Friday, August 15, 2014

Story 16 // Astronaut

This is an memory-story combo, fyi. 



Hi, my name is Hannah and I'm an astronaut.  

Some of my childhood memories are of being on timeouts during school. I don't know why I remember this, but I must of been on timeout a lot to keep it as a memory all these years. Timeout usually meant getting stuck in an unused classroom, being told the vague instruction to "think about what I've done", and being bored out of my mind. There was this big floor length mirror in the room, along with old toys no one wanted to play with any more, broken and worn out. So I would lay on my stomach in front of this mirror, close enough to see each freckle on my face. And I would look into it, into my face, and try to think about the day I was created. Not how I was created, this was way before I knew about "the birds and the bees", but more like who I was before being born. 

Does that make sense? Maybe I'm crazy, but I just had to know how I was made to look like this, exactly like this. Why did I have these features? Why was my face this shape, hair this color, etc? How does hair hold color, and why do people have all different shades? Why was I born in this town and not another? Why did I have these exact parents and not different ones? Did they have a purpose for me, or did I have a purpose for them? Why was I born in this exact era/decade/time? Why did my eyes have pupils, could I see things before I was born, and why couldn't I remember them now...? It literally kept me busy for the entire timeout. These timeouts must not have been too long, but to me it felt like I had been in front of that mirror for hours, asking these same questions about the universe and beyond. I thought if I asked them long enough, stared into my face hard enough, I would get my answers. 

Then, a little while later, in grade school, I remember learning all about space and the planets. There it was again, my burning questions about existence. But this time I thought maybe the answers were out there, if I could only venture into space myself to look for them. I would turn over every moon rock. I would travel all the way to Pluto (it's still a planet to me!) and stand on the highest rock on it's surface, peering over the top, on my tip toes, to see into space past it. I would squint into the blackness, shine my flashlight into the abyss, and wave my arms to flag the answers over to me. I was determined to find out about existence and the universe. 

So, I decided to become an astronaut. 

I would plan space missions while on the playground, usually resulting in unique but inconclusive findings. My mission logs were kept in a diary, double locked for confidential reasons. I started to get paranoid. I feared the government would one day raid my room and confiscate all my research. Someone was hiding these answers, I thought. Someone knows this already, I need to find them. They would answer them all for me, every last one. They would get it. 

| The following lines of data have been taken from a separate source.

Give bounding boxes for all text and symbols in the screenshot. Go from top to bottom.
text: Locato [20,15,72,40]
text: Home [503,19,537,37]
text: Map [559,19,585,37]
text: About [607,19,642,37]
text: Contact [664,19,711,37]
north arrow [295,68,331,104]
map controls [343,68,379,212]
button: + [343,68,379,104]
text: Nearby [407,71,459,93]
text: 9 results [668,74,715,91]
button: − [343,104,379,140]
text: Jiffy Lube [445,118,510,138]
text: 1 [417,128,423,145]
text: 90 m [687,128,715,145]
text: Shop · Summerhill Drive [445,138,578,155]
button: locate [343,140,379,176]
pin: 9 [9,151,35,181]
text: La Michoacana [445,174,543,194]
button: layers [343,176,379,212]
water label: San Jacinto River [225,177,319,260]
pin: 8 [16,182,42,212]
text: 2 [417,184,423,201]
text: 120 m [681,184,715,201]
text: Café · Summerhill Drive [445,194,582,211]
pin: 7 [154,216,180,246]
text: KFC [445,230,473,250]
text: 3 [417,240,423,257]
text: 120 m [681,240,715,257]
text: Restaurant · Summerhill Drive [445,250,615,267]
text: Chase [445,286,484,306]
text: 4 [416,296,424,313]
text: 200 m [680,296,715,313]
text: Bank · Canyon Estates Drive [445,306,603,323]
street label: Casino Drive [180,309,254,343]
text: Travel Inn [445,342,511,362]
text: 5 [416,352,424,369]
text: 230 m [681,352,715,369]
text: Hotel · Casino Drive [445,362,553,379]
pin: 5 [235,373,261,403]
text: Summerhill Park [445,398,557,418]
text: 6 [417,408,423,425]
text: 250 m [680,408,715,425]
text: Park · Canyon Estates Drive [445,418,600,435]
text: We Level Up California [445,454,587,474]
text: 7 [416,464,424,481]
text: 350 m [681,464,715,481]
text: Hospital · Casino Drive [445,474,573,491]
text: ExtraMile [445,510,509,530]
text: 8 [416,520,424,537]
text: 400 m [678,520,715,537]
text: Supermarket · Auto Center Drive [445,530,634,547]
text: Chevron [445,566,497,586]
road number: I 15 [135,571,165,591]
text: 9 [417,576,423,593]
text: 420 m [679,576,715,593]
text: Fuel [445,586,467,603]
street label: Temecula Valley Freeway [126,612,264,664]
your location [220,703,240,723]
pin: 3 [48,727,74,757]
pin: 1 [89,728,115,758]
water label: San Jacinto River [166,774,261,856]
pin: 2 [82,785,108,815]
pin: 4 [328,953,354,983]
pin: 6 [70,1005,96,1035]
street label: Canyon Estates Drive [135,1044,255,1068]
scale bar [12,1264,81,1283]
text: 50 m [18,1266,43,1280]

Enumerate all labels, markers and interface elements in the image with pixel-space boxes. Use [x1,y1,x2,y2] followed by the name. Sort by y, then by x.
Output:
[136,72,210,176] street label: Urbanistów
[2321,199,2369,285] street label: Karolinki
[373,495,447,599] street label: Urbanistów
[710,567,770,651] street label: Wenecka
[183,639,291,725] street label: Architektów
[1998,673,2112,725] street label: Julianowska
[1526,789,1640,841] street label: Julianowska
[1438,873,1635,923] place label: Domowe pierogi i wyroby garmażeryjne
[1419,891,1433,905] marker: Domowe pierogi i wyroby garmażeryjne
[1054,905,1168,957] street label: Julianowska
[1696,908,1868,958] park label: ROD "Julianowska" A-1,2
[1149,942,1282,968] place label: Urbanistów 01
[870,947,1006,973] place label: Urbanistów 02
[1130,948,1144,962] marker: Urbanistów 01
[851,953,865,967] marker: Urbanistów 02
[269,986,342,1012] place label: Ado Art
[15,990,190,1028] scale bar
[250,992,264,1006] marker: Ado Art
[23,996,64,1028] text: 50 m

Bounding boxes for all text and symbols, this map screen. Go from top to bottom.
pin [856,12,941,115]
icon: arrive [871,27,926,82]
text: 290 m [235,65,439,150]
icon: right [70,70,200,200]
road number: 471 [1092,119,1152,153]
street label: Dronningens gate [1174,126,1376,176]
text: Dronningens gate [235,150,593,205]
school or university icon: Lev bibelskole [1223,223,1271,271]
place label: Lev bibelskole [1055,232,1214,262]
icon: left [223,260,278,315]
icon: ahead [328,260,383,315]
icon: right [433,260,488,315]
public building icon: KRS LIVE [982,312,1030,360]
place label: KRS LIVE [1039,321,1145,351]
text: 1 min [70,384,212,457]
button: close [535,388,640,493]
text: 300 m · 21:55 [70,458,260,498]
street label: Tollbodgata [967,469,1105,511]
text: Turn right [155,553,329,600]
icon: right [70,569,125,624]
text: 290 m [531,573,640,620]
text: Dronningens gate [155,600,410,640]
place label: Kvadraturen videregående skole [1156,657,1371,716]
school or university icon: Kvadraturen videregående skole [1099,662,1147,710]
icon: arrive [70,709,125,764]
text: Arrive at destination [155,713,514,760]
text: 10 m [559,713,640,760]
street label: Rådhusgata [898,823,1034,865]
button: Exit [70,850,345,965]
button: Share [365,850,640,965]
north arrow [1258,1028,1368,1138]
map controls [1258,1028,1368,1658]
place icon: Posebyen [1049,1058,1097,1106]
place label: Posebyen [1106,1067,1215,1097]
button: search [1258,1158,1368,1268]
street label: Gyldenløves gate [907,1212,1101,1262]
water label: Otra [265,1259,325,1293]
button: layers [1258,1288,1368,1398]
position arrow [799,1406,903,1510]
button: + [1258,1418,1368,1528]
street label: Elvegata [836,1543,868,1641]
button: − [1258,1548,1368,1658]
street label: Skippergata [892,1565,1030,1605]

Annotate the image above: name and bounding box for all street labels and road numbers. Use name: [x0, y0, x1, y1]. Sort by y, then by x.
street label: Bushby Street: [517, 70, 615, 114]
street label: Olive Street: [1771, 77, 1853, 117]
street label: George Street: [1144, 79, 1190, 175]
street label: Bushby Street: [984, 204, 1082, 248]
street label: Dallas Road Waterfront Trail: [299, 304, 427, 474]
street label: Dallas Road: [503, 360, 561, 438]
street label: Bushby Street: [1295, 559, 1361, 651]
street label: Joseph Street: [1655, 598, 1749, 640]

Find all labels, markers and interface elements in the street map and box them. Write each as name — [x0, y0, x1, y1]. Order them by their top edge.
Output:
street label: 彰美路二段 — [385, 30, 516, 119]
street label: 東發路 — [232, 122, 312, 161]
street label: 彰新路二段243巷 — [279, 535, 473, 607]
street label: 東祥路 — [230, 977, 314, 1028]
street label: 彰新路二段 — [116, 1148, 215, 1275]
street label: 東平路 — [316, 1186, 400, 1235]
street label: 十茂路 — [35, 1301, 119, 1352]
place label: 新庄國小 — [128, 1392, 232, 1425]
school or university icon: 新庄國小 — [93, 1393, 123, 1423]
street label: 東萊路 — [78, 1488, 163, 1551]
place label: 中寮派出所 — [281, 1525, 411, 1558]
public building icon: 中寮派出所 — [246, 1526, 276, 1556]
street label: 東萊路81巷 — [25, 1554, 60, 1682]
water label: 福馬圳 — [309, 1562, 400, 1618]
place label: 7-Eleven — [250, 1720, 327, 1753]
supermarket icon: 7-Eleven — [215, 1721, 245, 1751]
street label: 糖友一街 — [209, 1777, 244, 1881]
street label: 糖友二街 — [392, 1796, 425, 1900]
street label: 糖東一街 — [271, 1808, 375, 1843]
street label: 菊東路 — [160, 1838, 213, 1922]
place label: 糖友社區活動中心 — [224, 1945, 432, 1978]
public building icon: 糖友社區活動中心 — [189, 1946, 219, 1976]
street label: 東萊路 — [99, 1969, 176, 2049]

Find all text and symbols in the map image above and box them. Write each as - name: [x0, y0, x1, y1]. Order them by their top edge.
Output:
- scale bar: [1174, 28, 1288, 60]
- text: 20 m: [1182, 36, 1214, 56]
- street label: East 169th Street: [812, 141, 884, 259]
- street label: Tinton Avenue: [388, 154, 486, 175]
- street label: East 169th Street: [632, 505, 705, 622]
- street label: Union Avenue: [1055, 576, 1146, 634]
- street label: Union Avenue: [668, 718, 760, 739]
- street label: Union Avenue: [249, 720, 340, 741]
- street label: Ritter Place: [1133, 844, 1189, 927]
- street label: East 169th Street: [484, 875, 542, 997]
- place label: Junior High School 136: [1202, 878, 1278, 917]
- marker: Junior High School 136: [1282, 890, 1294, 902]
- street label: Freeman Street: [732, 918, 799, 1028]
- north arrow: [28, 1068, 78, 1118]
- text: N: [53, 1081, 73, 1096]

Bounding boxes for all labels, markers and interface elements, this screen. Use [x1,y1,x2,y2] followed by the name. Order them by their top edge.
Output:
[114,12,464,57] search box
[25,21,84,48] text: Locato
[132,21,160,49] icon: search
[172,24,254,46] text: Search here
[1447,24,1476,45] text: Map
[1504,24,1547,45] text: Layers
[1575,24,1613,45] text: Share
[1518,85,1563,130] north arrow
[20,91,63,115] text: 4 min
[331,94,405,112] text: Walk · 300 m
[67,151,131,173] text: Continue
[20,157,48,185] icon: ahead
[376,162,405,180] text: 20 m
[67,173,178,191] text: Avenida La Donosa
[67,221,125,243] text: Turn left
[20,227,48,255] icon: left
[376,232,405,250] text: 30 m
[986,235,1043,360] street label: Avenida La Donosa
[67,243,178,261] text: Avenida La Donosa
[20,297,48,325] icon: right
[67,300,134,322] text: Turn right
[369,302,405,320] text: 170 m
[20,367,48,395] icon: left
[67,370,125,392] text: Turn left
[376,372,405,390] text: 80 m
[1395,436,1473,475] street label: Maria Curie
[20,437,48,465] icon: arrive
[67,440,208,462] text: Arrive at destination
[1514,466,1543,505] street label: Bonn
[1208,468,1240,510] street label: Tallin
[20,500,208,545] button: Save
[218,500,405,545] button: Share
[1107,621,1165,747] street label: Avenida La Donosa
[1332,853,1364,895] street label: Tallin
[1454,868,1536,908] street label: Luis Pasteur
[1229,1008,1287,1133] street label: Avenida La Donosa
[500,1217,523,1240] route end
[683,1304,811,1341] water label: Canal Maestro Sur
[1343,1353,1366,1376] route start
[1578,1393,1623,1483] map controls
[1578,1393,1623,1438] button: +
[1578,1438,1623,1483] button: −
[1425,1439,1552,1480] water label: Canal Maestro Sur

Over the years, my aspirations to become an astronaut faded, as our childhood careers usually do. I would read science fiction books about space, but I lost the momentum to pursue my questions. But every once in a while I'll come across an article about space that will reignite my questions, and I'll once again feel that childlike excitement I had for space. I'll look up at the moon at night, on my patio holding my cat, and think about them. Maybe they are looking back at me, floating around Earth, just waiting for the right moment to drop down. Some nights I think I can sense them. 

I'll find those answers one day, I just know it.